# Does it make sense to add a quadratic term but not the linear term to a model?

I have a (mixed) model in which one of my predictors should a priori only be quadratically related to the predictor (due to the experimental manipulation). Hence, I would like to add only the quadratic term to the model. Two things keep me from doing so:

1. I think I read somehwere that you should always include the lower order polynomial when fitting higher order polynomials. I forgot where I found it and in the literature I looked at (e.g., Faraway, 2002; Fox, 2002) I cannot find a good explanation.
2. When I add both, the linear and quadratic term, both are significant. When I add only one of them, they are not significant. However, a linear relation of predictor and data is not interpretable.

The context of my question is specifically a mixed-model using lme4, but I would like to get answers that could explain why it is or why it is not okay to inlcude a higher order polynomial and not the lower order polynomial.

If necessary I can provide the data.

– user10525
May 18, 2012 at 13:36
• Yes I agree with Procrastinator, and the interaction questions are essentially the same consideration. We have a few highly voted questions on the topic. In addition to Pro's suggestion, see also Do all interactions terms need their individual terms in regression model? and What if interaction wipes out my direct effects in regression?. May 18, 2012 at 13:41
• Thanks for the reminder to these questions. From the answers given there it seems that it is an okay strategy if you have good a priori reasons to only include the quadratic term and not per se wrong. The question that remains is the one about scalability (see: stats.stackexchange.com/a/27726/442). Should I center my variable before fitting when only using the quadratic term? May 18, 2012 at 13:52
• @Henrik - my answer in the link you posted was regarding how model inference in dependent on arbitrary shifts in the predictor values (such as mean centering) - it is undesirable to have substantive conclusion depends on something so arbitrary which is why my answer to your question is 'no', for the same reason. May 18, 2012 at 16:09
• The issue of quadratic vs linear is sufficiently conceptually distinct from interactions that I think this should not be considered a duplicate. Jan 1, 2017 at 23:48

## 1. Why include the linear term?

It is illuminating to notice that a quadratic relationship can be written in two ways:

$$y = a_0 + a_1 x + a_2 x^2 = a_2(x - b)^2 + c$$

(where, equating coefficients, we find $$-2a_2 b = a_1$$ and $$a_2 b^2 + c = a_0$$). The value $$x=b$$ corresponds to a global extremum of the relationship (geometrically, it locates the vertex of a parabola).

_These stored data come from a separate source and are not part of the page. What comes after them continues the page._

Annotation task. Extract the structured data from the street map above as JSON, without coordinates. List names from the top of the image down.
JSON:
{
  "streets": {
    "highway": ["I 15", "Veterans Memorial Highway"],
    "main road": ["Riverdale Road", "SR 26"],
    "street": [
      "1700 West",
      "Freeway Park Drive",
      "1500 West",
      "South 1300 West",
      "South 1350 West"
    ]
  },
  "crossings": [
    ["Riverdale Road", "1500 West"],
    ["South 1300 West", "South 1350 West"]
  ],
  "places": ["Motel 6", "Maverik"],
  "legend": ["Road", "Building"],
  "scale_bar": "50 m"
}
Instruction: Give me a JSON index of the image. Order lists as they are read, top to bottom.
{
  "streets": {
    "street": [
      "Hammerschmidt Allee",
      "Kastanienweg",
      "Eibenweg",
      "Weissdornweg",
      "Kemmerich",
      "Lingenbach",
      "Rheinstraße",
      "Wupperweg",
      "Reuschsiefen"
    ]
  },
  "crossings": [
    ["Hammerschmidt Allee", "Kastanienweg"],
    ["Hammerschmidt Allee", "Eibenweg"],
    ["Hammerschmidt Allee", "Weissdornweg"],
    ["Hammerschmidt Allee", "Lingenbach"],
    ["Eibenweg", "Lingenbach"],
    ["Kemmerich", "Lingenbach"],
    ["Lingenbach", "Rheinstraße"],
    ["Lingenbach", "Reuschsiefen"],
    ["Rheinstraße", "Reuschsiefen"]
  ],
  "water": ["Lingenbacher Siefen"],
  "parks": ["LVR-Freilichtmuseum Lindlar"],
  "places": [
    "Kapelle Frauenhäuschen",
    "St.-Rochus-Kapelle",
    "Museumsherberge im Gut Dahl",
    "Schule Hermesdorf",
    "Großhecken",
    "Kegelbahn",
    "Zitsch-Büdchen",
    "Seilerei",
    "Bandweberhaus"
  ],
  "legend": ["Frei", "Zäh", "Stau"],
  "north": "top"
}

If you do not include the linear term $$a_1 x$$, the possibilities are reduced to

$$y = a_0 + a_2 x^2 = a_2(x - 0)^2 + c$$

(where now, obviously, $$c = a_0$$ and it is assumed the model contains a constant term $$a_0$$). That is, you force $$b=0$$.

In light of this, question #1 comes down to whether you are certain that the global extremum must occur at $$x=0$$. If you are, then you may safely omit the linear term $$a_1 x$$. Otherwise, you must include it.

## 2. How to understand changes in significance as terms are included or excluded?

This is discussed in great detail in a related thread at https://stats.stackexchange.com/a/28493.

In the present case, the significance of $$a_2$$ indicates there is curvature in the relationship and the significance of $$a_1$$ indicates that $$b$$ is nonzero: it sounds like you need to include both terms (as well as the constant, of course).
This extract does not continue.